[Saved entries]

[Start of Attachment]

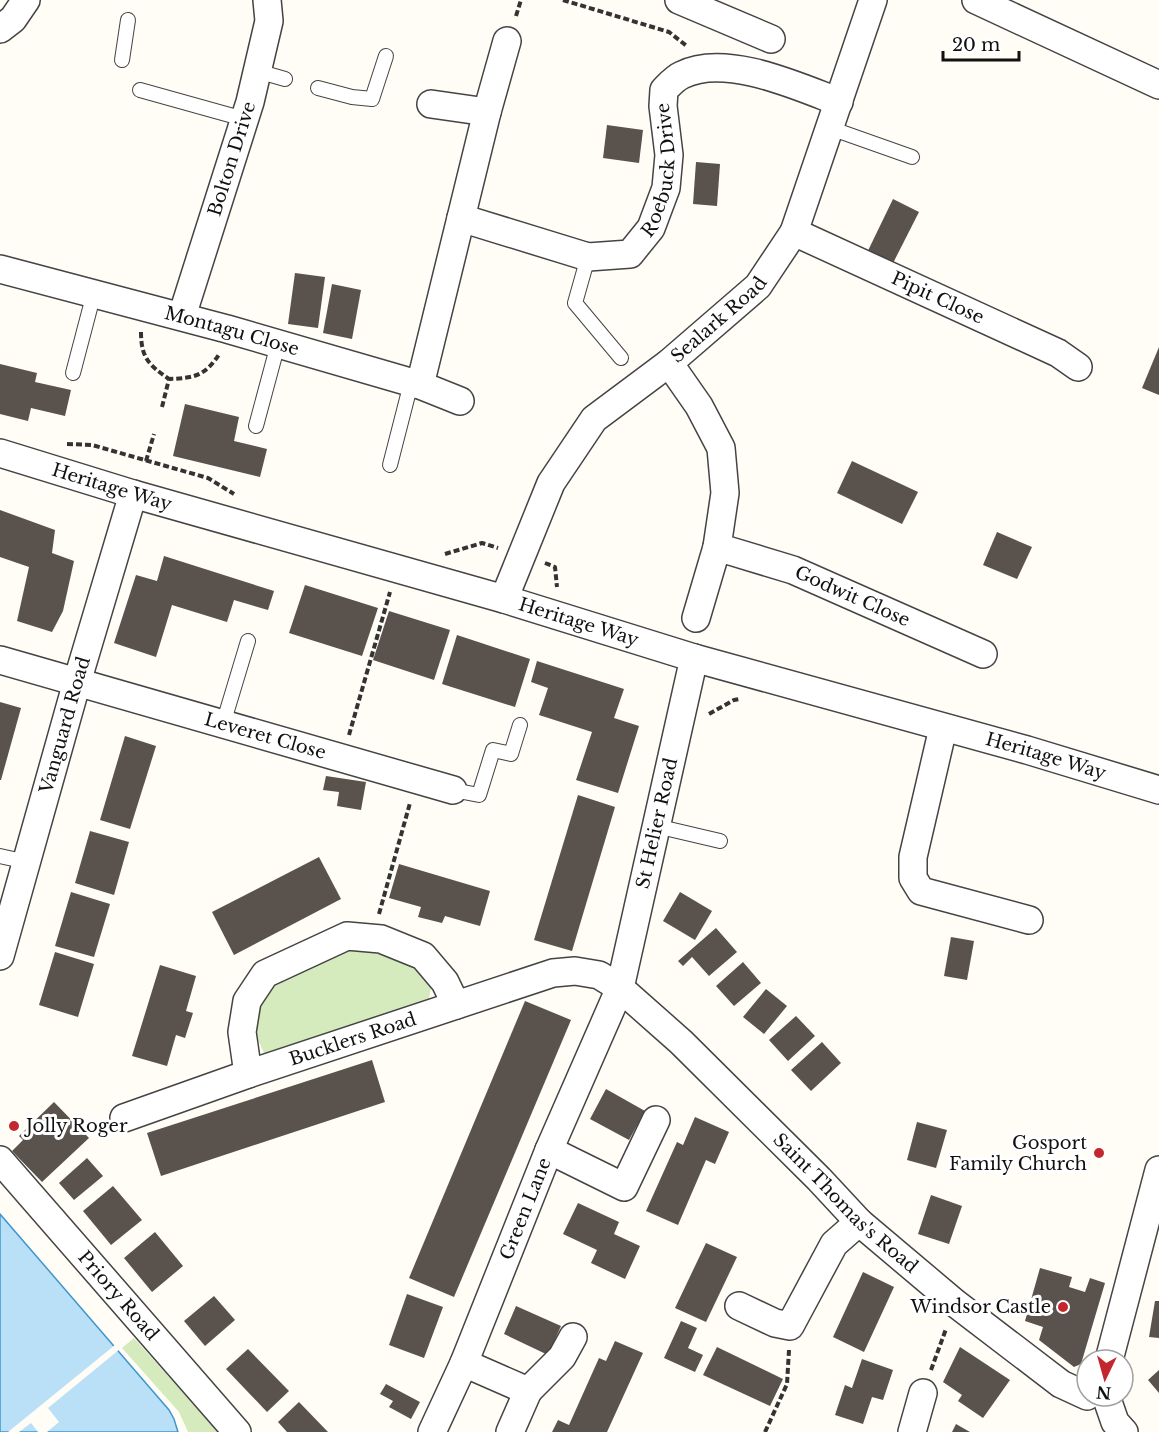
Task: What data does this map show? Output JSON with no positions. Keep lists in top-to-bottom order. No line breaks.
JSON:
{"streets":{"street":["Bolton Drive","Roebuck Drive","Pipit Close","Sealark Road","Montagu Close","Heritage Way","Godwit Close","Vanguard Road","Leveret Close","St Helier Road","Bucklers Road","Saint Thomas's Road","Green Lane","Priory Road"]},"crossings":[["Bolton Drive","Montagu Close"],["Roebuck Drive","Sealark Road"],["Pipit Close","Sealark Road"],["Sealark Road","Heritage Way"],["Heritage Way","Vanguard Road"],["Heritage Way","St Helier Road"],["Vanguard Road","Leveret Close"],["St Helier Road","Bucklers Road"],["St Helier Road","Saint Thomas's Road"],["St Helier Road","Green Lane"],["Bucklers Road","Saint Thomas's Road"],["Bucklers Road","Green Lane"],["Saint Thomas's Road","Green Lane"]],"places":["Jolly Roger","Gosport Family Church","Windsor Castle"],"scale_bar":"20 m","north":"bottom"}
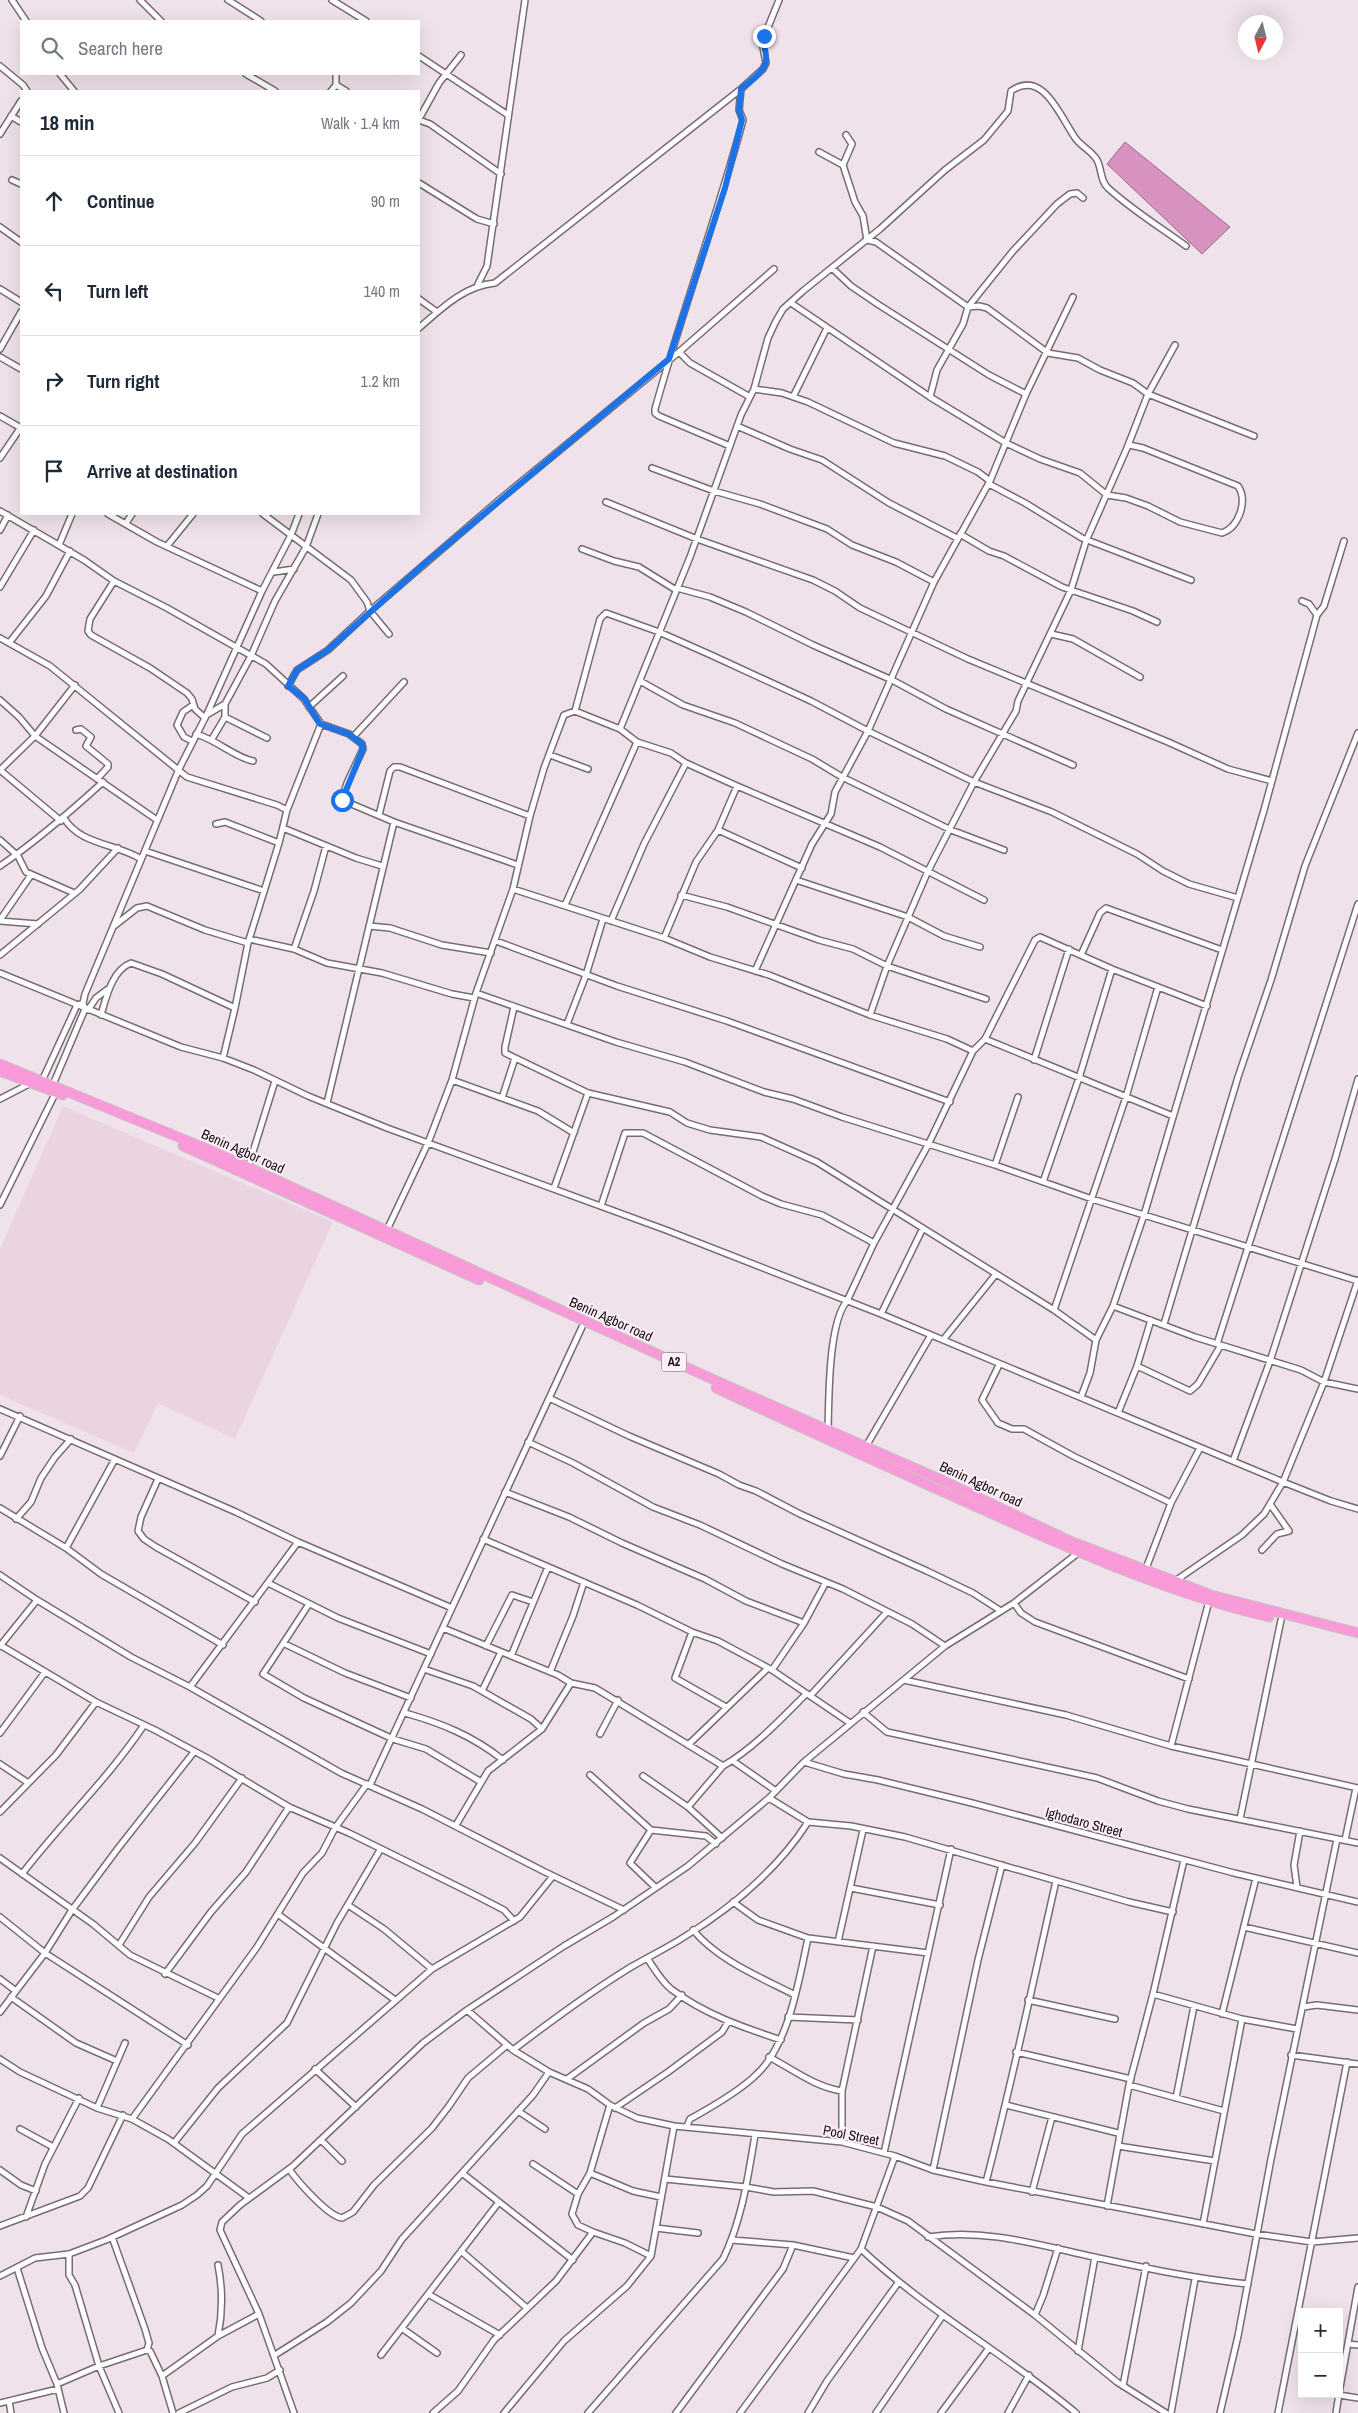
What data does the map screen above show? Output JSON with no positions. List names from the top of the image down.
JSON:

[End of Attachment]

# [Work instruction]
With the pictures left aside, set down each entry above exactly as it stands.

# [Written answer]
Task: What data does this map show? Output JSON with no positions. Keep lists in top-to-bottom order. No line breaks.
JSON:
{"streets":{"street":["Bolton Drive","Roebuck Drive","Pipit Close","Sealark Road","Montagu Close","Heritage Way","Godwit Close","Vanguard Road","Leveret Close","St Helier Road","Bucklers Road","Saint Thomas's Road","Green Lane","Priory Road"]},"crossings":[["Bolton Drive","Montagu Close"],["Roebuck Drive","Sealark Road"],["Pipit Close","Sealark Road"],["Sealark Road","Heritage Way"],["Heritage Way","Vanguard Road"],["Heritage Way","St Helier Road"],["Vanguard Road","Leveret Close"],["St Helier Road","Bucklers Road"],["St Helier Road","Saint Thomas's Road"],["St Helier Road","Green Lane"],["Bucklers Road","Saint Thomas's Road"],["Bucklers Road","Green Lane"],["Saint Thomas's Road","Green Lane"]],"places":["Jolly Roger","Gosport Family Church","Windsor Castle"],"scale_bar":"20 m","north":"bottom"}
What data does the map screen above show? Output JSON with no positions. List names from the top of the image down.
JSON:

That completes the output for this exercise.